On 26 August 1818, he set sail from Brest on board the Zélée (I’m not sure if this was the corvette later under Dumont D’Urville’s command), and after a voyage of nine months he arrived in Kolkata in May 1829, travelling first to Delhi and then north, collecting, making observations, and writing letters to his family and friends as well as detailed notes on everything he saw. (In one bizarre coincidence, he met with an shabby beggar who turned out to be the pioneer of Tibetan studies in Europe, Hungarian orientalist Kőrösi Csoma Sándor (c. 1784–1842), and arranged for the manuscript of his Tibetan dictionary to be conveyed to the Royal Asiatic Society, who published it in 1834.)
Jacquemont’s exertions seem to have worn him out, because he died in Mumbai (either of a liver disease or of cholera) on 7 December 1832. Forty-six years later, Richard and Isabella Burton found his grave (as she recounts in the second volume of her biography of her husband) and spoke to people who had knowledge of his death; in 1881 his body was exhumed and returned to France, and in 1893 it was buried, appropriately enough, in the Jardin des Plantes.
His family and friends collected his letters and published them in 1833 as Correspondance de Victor Jacquemont avec sa famille et plusieurs de ses amis: pendant son voyage dans l’Inde, 1828–1832. His scientific works were later issued as Voyage dans l’Inde pendant les années 1828 à 1832, in six folio volumes (two containing plates) between 1841 and 1844. The letters were published in two volumes in English in 1834 as Letters from India: Describing a Journey in the British Dominions of India, Tibet, Lahore and Cashmere, in the Years 1828, 1829, 1830, 1831, with a brief biography of Jacquemont by the ‘Editor’, who dedicated the work to Sir Alexander Johnson, chief justice of Ceylon and one of the founders of the Royal Asiatic Society, who had been very helpful to Jacquemont when he was in London seeking the relevant permissions for his journey.

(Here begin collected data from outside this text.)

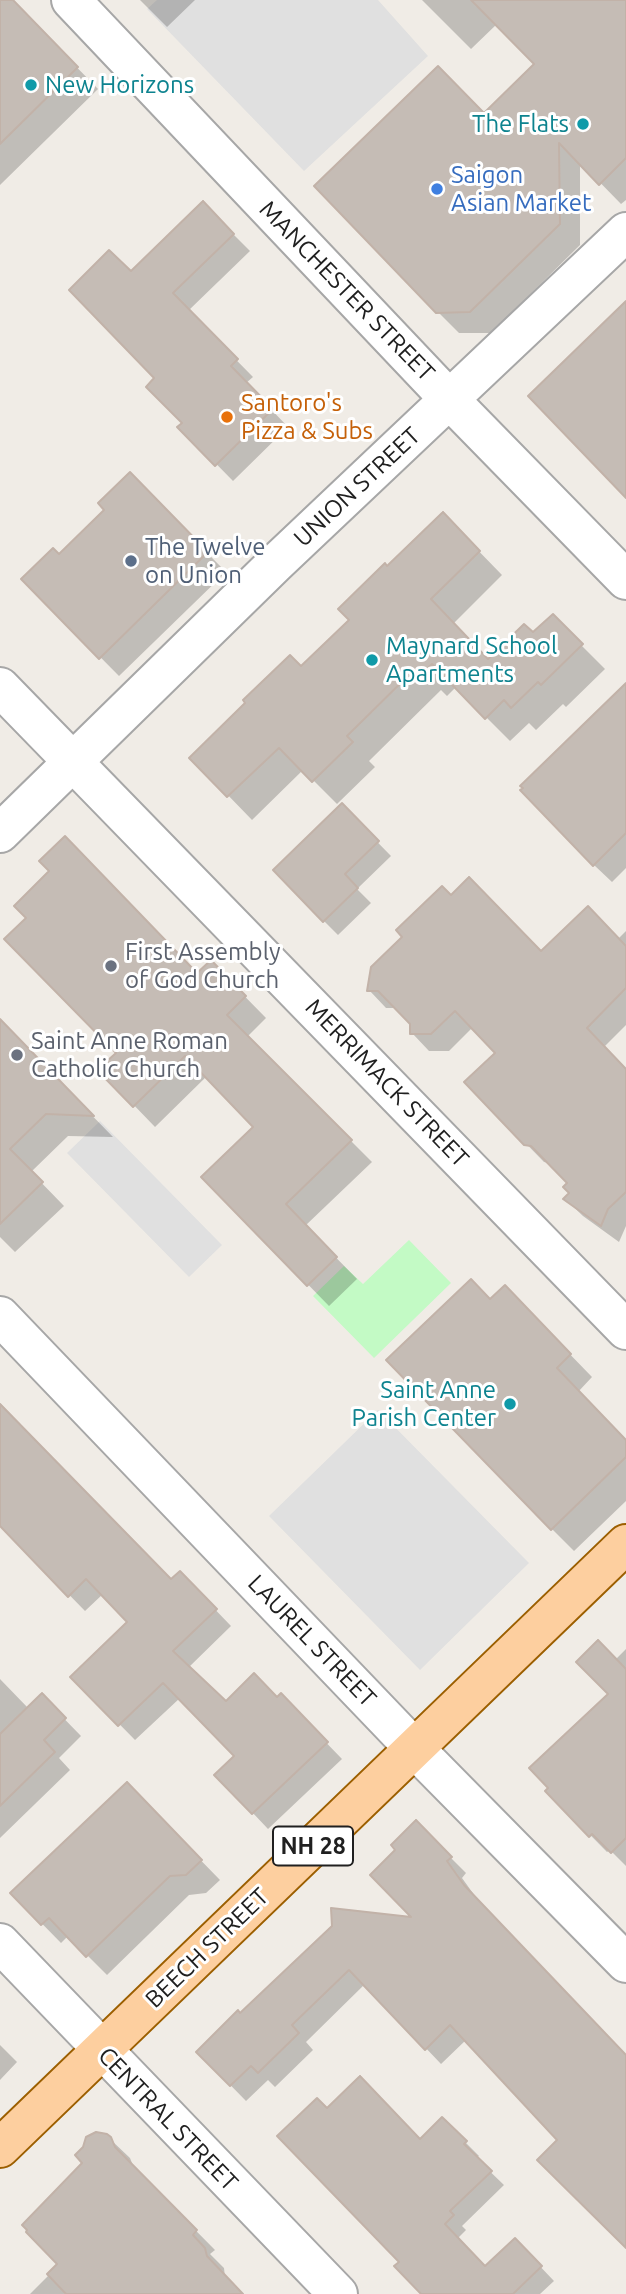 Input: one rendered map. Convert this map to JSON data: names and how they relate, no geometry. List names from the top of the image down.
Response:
{
  "streets": {
    "main road": ["NH 28", "BEECH STREET"],
    "street": [
      "MANCHESTER STREET",
      "UNION STREET",
      "MERRIMACK STREET",
      "LAUREL STREET",
      "CENTRAL STREET"
    ]
  },
  "crossings": [
    ["MANCHESTER STREET", "UNION STREET"],
    ["UNION STREET", "MERRIMACK STREET"],
    ["LAUREL STREET", "BEECH STREET"],
    ["BEECH STREET", "CENTRAL STREET"]
  ],
  "places": [
    "New Horizons",
    "The Flats",
    "Saigon Asian Market",
    "Santoro's Pizza & Subs",
    "The Twelve on Union",
    "Maynard School Apartments",
    "First Assembly of God Church",
    "Saint Anne Roman Catholic Church",
    "Saint Anne Parish Center"
  ]
}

The Letters received a most extraordinarily lambasting in John Murray’s Quarterly Review of February–April 1835. One has to believe that the anonymous reviewer knew who the anonymous ‘Editor’ was, since almost as much space is devoted to finding fault with the short biography as with the letters themselves. Jacquemont’s problem seems mostly to have been that he was French. In addition, he had the all-fired nerve to recount (in letters which he probably had no idea would ever be published) how well he got on with the wife of Lord William Bentick, governor-general of India, at dinner parties.
Also, he was French. Oh, and he had once told his young female cousin that Tristram Shandy was one of his favourite works, and she was now trying to learn English by translating what the reviewer calls ‘the obscure and filthy sensualities of Sterne’. And did I mention that he was French?
One could argue that his proud and grieving family should not have rushed the letters – exuberant, frequently self-mocking, but inevitably extremely self-centred – into print, and the English version (over which of course they would have had no control) frequently mistranslates – as the Quarterly takes great pleasure in pointing out.
However, the quality of the work in the Voyage dans l’Inde, when it was eventually published, impressed scientists worldwide. Jacquemont’s own herbarium is divided between Paris and Montpellier: here is the type specimen of Geranium tuberaria, from Paris:
He named a number of plants (his botanical soubriquet is Jacquem.), though many of his names are now classed as synonyms. But the number of plants named after him demonstrates the high regard in which his work was held by his contemporaries and successors.